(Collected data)
┄┄┄┄┄┄┄┄┄┄┄┄┄┄┄┄┄┄┄┄

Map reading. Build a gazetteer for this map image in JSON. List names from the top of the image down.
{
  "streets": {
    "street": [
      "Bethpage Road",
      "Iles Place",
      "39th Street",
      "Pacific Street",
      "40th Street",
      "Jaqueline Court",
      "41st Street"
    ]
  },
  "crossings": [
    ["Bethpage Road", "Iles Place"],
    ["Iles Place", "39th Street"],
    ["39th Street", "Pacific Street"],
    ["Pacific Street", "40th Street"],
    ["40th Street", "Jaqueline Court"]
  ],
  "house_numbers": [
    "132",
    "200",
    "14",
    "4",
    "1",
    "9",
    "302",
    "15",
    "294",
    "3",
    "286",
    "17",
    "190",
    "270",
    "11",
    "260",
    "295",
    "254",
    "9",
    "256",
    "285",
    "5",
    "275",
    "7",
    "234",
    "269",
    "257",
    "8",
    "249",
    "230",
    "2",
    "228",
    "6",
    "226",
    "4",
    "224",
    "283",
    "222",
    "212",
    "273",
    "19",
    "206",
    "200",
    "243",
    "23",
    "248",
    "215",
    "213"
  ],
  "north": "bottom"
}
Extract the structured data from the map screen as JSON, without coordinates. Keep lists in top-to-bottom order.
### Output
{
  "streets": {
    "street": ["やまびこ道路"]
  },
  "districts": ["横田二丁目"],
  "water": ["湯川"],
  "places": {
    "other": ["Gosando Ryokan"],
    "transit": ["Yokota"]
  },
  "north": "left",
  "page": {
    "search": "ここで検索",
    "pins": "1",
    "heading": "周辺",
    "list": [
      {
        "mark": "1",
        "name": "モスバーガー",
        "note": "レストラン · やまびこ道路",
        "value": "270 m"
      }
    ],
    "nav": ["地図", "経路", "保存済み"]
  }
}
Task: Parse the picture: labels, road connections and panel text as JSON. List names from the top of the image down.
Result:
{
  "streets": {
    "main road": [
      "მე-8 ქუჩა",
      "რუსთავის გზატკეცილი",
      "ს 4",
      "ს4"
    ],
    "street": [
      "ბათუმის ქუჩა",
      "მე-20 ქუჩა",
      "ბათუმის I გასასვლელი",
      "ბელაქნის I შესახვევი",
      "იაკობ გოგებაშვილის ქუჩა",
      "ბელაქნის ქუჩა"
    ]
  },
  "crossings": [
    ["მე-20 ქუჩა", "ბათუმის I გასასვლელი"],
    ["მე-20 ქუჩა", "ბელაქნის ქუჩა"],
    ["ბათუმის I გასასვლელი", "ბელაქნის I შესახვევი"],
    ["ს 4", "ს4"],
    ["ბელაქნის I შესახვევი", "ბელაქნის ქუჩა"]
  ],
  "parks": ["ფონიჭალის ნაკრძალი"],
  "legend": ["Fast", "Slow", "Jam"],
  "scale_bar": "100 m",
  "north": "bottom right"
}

┄┄┄┄┄┄┄┄┄┄┄┄┄┄┄┄┄┄┄┄

- **Goal of the exercise**
Please reproduce, exactly as they appear above, the lines from the line containing "Extract the structured" up to and including the line containing "Task: Parse the".

- **Answer below**
Extract the structured data from the map screen as JSON, without coordinates. Keep lists in top-to-bottom order.
### Output
{
  "streets": {
    "street": ["やまびこ道路"]
  },
  "districts": ["横田二丁目"],
  "water": ["湯川"],
  "places": {
    "other": ["Gosando Ryokan"],
    "transit": ["Yokota"]
  },
  "north": "left",
  "page": {
    "search": "ここで検索",
    "pins": "1",
    "heading": "周辺",
    "list": [
      {
        "mark": "1",
        "name": "モスバーガー",
        "note": "レストラン · やまびこ道路",
        "value": "270 m"
      }
    ],
    "nav": ["地図", "経路", "保存済み"]
  }
}
Task: Parse the picture: labels, road connections and panel text as JSON. List names from the top of the image down.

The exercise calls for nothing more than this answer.